> [PROBLEM REQUIREMENTS] With images excluded, write out each entry below exactly as given.

> [GIVEN ENTRIES]
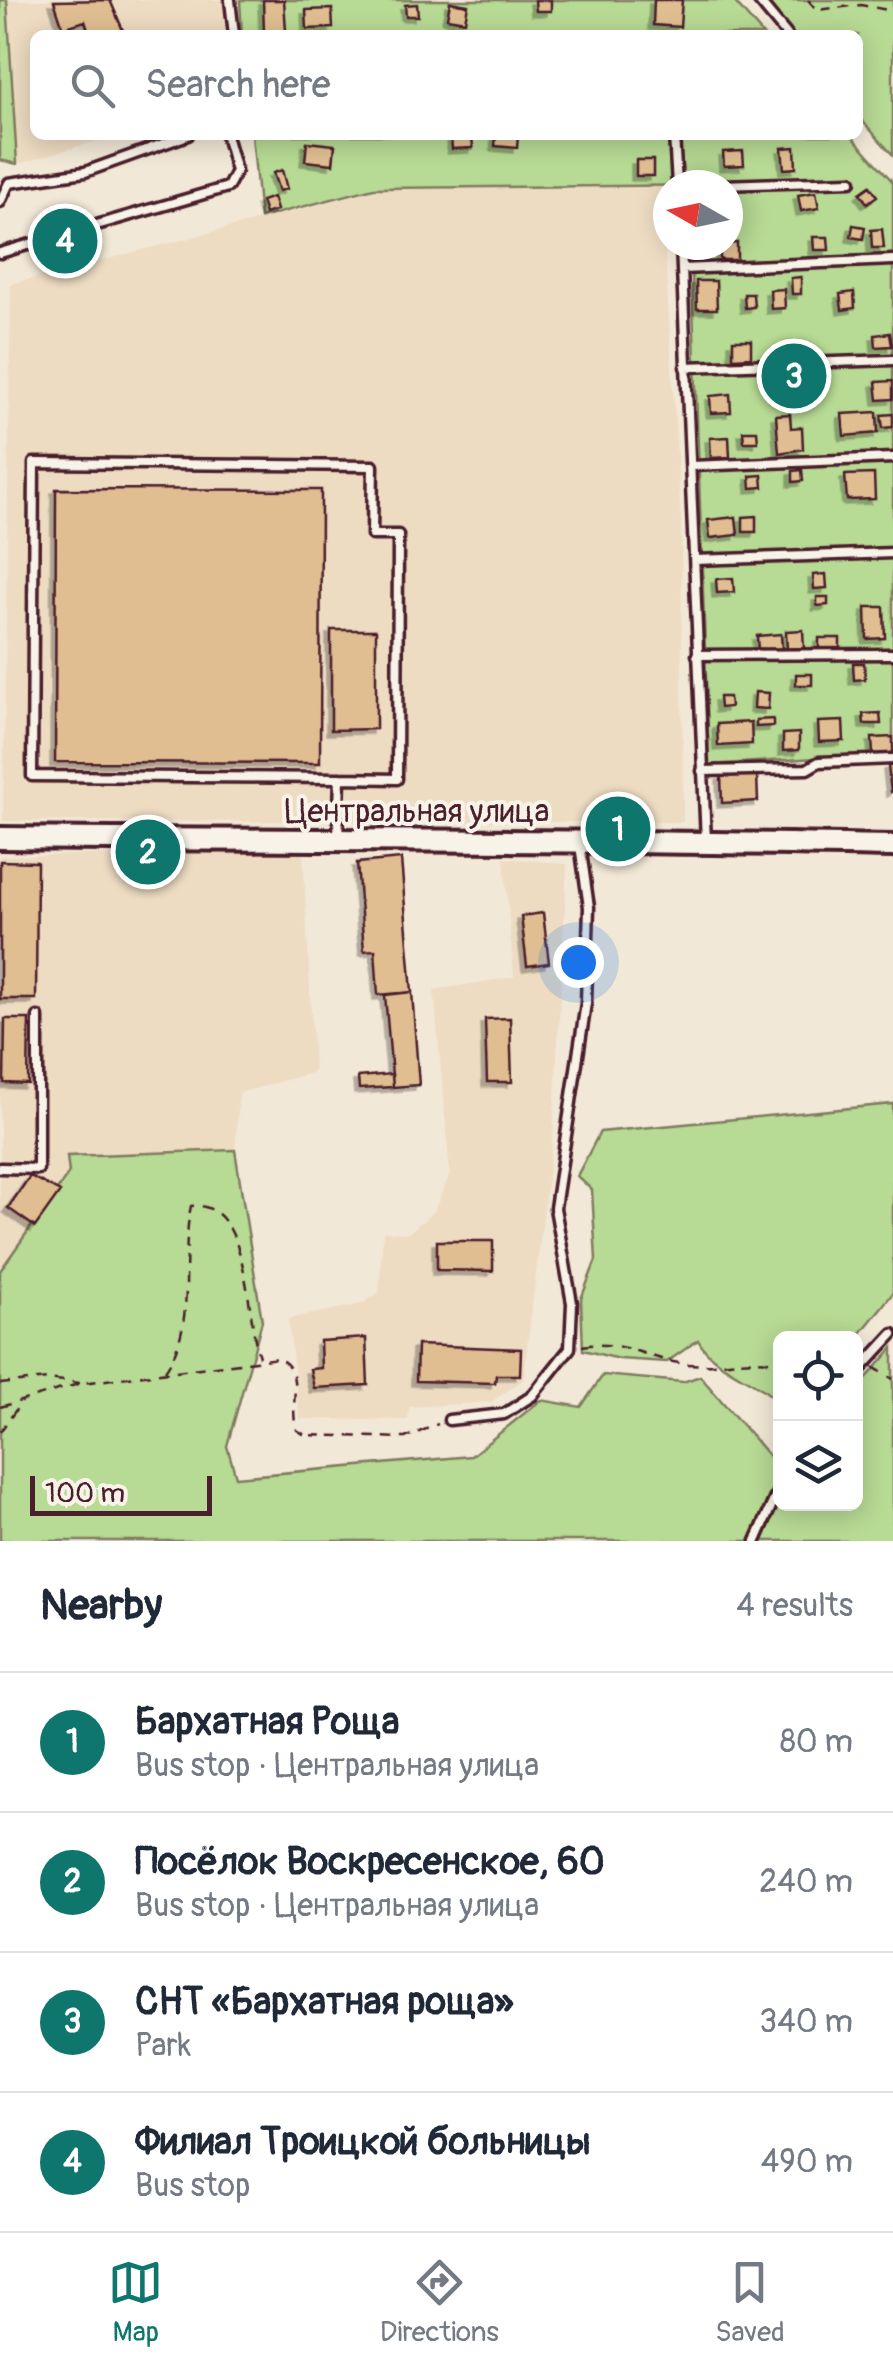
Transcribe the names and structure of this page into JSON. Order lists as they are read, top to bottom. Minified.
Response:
{"streets":{"main road":["Центральная улица"]},"scale_bar":"100 m","north":"left","page":{"search":"Search here","pins":["4","3","1","2"],"scale":"100 m","heading":["Nearby","4 results"],"list":[{"mark":"1","name":"Бархатная Роща","note":"Bus stop · Центральная улица","value":"80 m"},{"mark":"2","name":"Посёлок Воскресенское, 60","note":"Bus stop · Центральная улица","value":"240 m"},{"mark":"3","name":"СНТ «Бархатная роща»","note":"Park","value":"340 m"},{"mark":"4","name":"Филиал Троицкой больницы","note":"Bus stop","value":"490 m"}],"nav":["Map","Directions","Saved"]}}
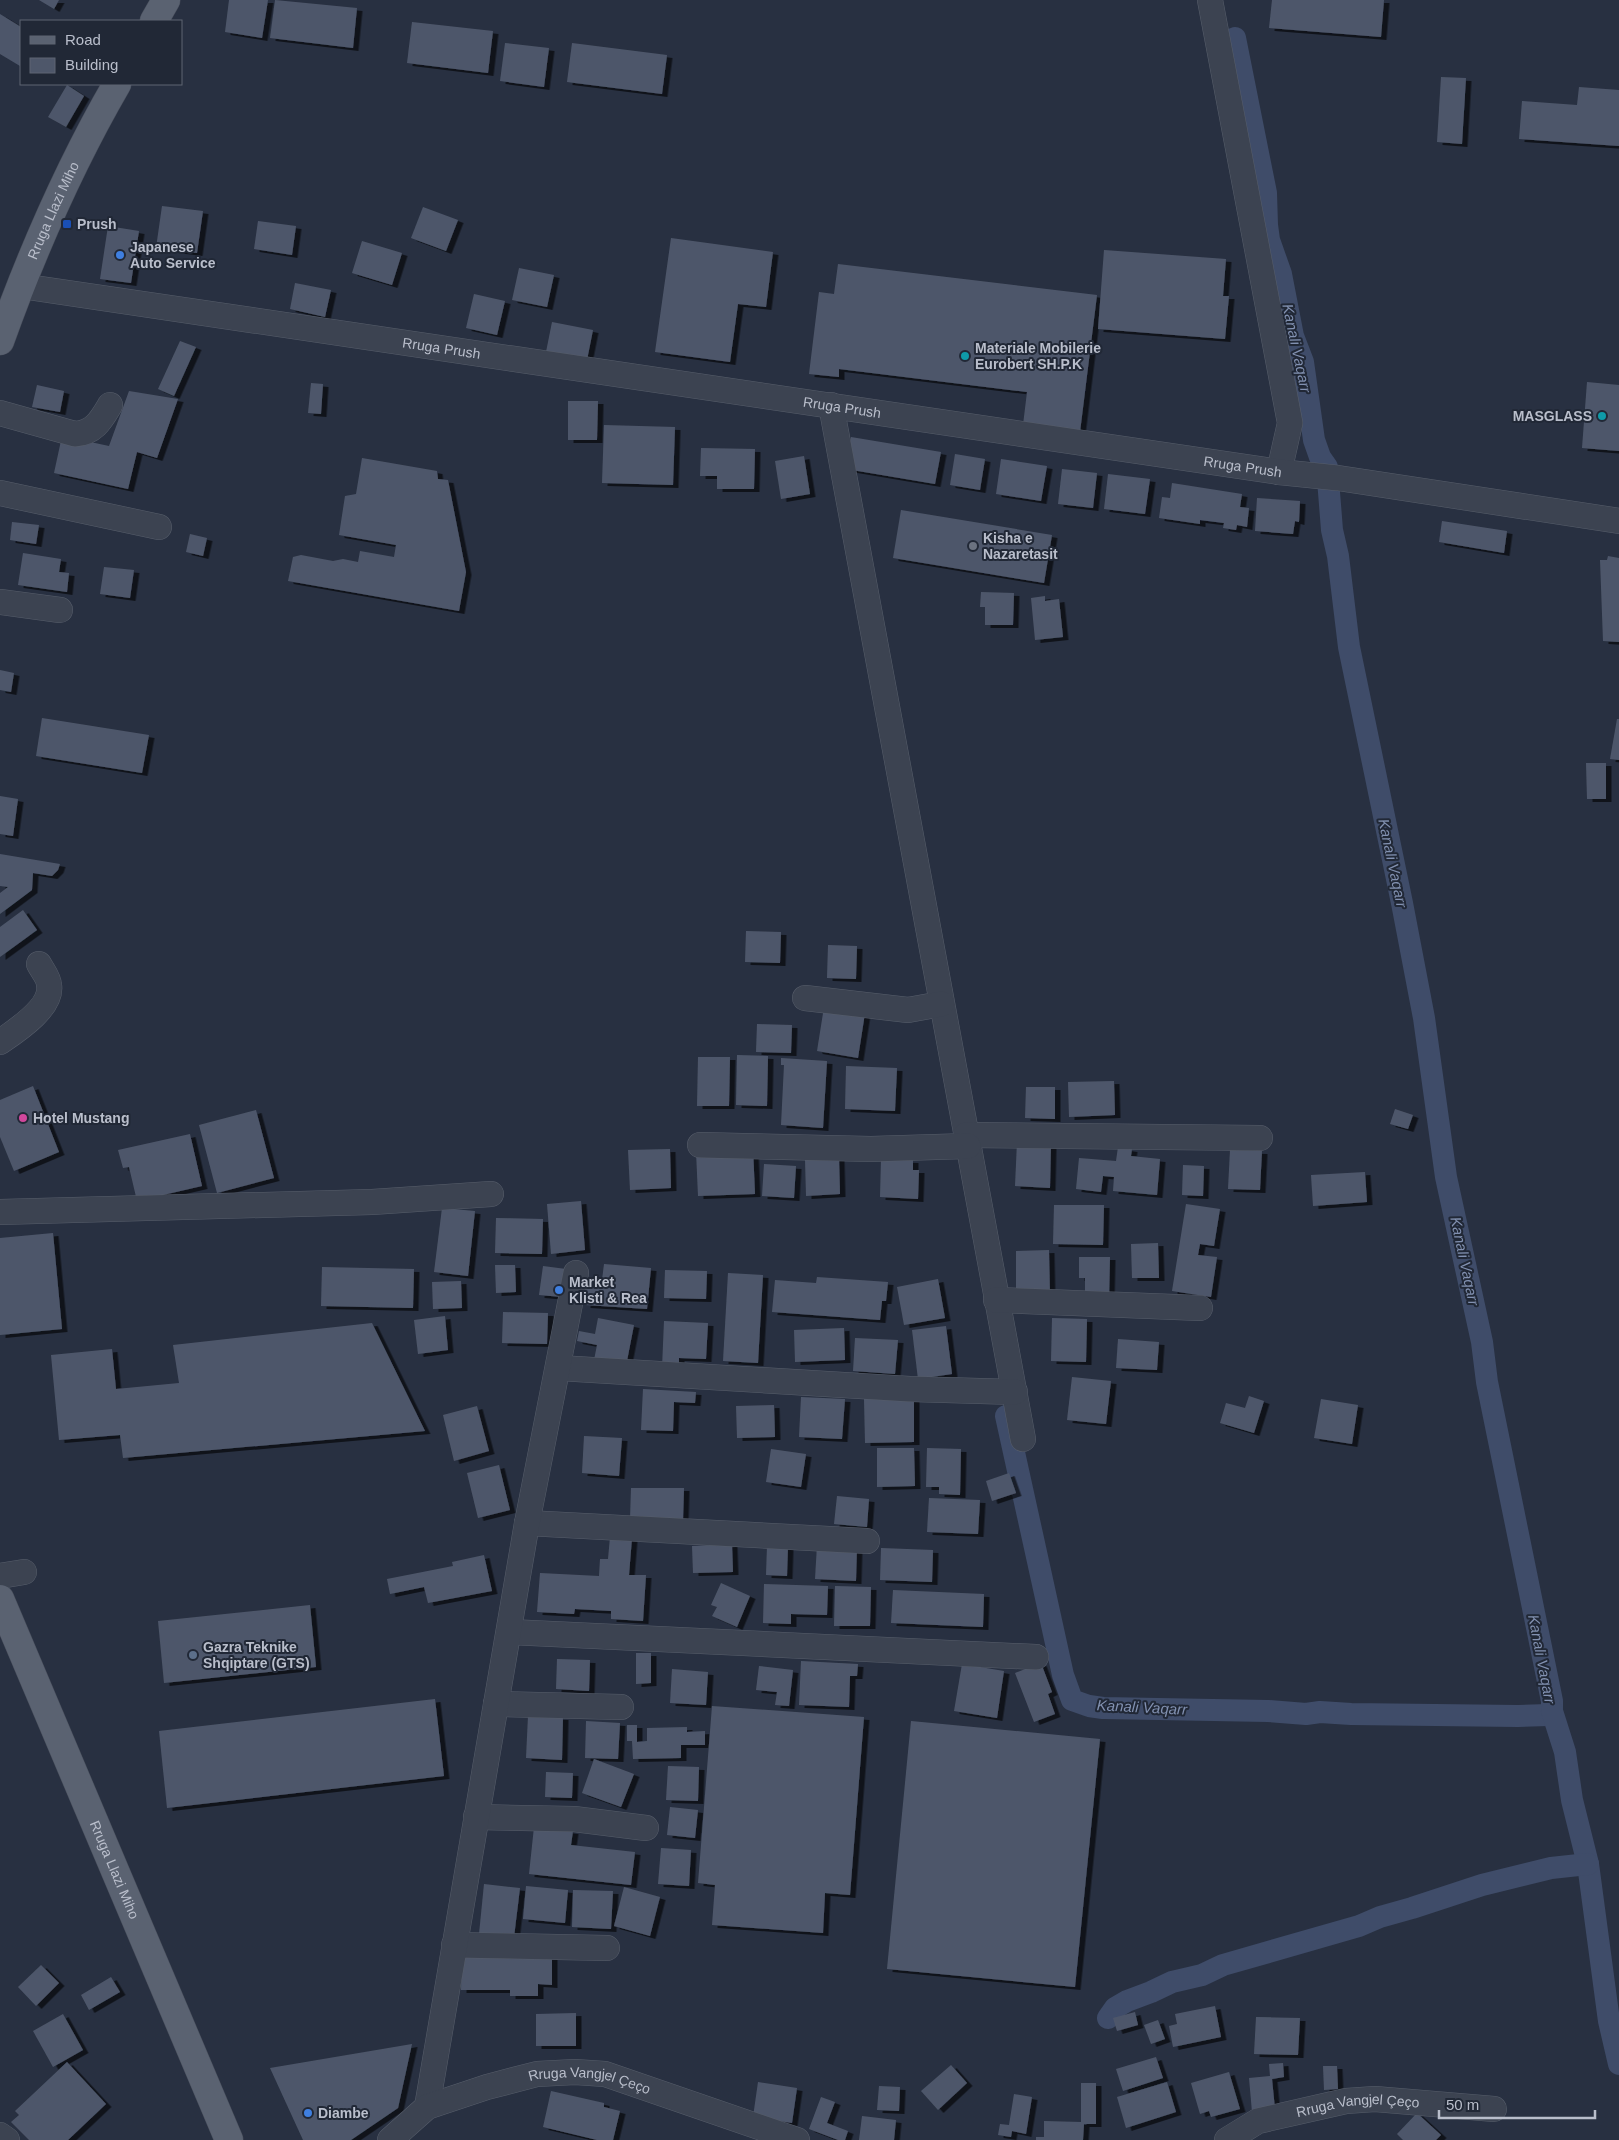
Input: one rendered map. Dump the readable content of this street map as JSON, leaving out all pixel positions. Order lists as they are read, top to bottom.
{
  "streets": {
    "main road": ["Rruga Llazi Miho"],
    "street": ["Rruga Prush", "Rruga Vangjel Çeço"]
  },
  "crossings": [
    ["Rruga Llazi Miho", "Rruga Prush"]
  ],
  "water": ["Kanali Vaqarr"],
  "places": {
    "transit": ["Prush"],
    "other": [
      "Japanese Auto Service",
      "Materiale Mobilerie Eurobert SH.P.K",
      "MASGLASS",
      "Kisha e Nazaretasit",
      "Hotel Mustang",
      "Market Klisti & Rea",
      "Gazra Teknike Shqiptare (GTS)",
      "Diambe"
    ]
  },
  "legend": ["Road", "Building"],
  "scale_bar": "50 m"
}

> [EXPECTED ANSWER]
Transcribe the names and structure of this page into JSON. Order lists as they are read, top to bottom. Minified.
Response:
{"streets":{"main road":["Центральная улица"]},"scale_bar":"100 m","north":"left","page":{"search":"Search here","pins":["4","3","1","2"],"scale":"100 m","heading":["Nearby","4 results"],"list":[{"mark":"1","name":"Бархатная Роща","note":"Bus stop · Центральная улица","value":"80 m"},{"mark":"2","name":"Посёлок Воскресенское, 60","note":"Bus stop · Центральная улица","value":"240 m"},{"mark":"3","name":"СНТ «Бархатная роща»","note":"Park","value":"340 m"},{"mark":"4","name":"Филиал Троицкой больницы","note":"Bus stop","value":"490 m"}],"nav":["Map","Directions","Saved"]}}
Input: one rendered map. Dump the readable content of this street map as JSON, leaving out all pixel positions. Order lists as they are read, top to bottom.
{
  "streets": {
    "main road": ["Rruga Llazi Miho"],
    "street": ["Rruga Prush", "Rruga Vangjel Çeço"]
  },
  "crossings": [
    ["Rruga Llazi Miho", "Rruga Prush"]
  ],
  "water": ["Kanali Vaqarr"],
  "places": {
    "transit": ["Prush"],
    "other": [
      "Japanese Auto Service",
      "Materiale Mobilerie Eurobert SH.P.K",
      "MASGLASS",
      "Kisha e Nazaretasit",
      "Hotel Mustang",
      "Market Klisti & Rea",
      "Gazra Teknike Shqiptare (GTS)",
      "Diambe"
    ]
  },
  "legend": ["Road", "Building"],
  "scale_bar": "50 m"
}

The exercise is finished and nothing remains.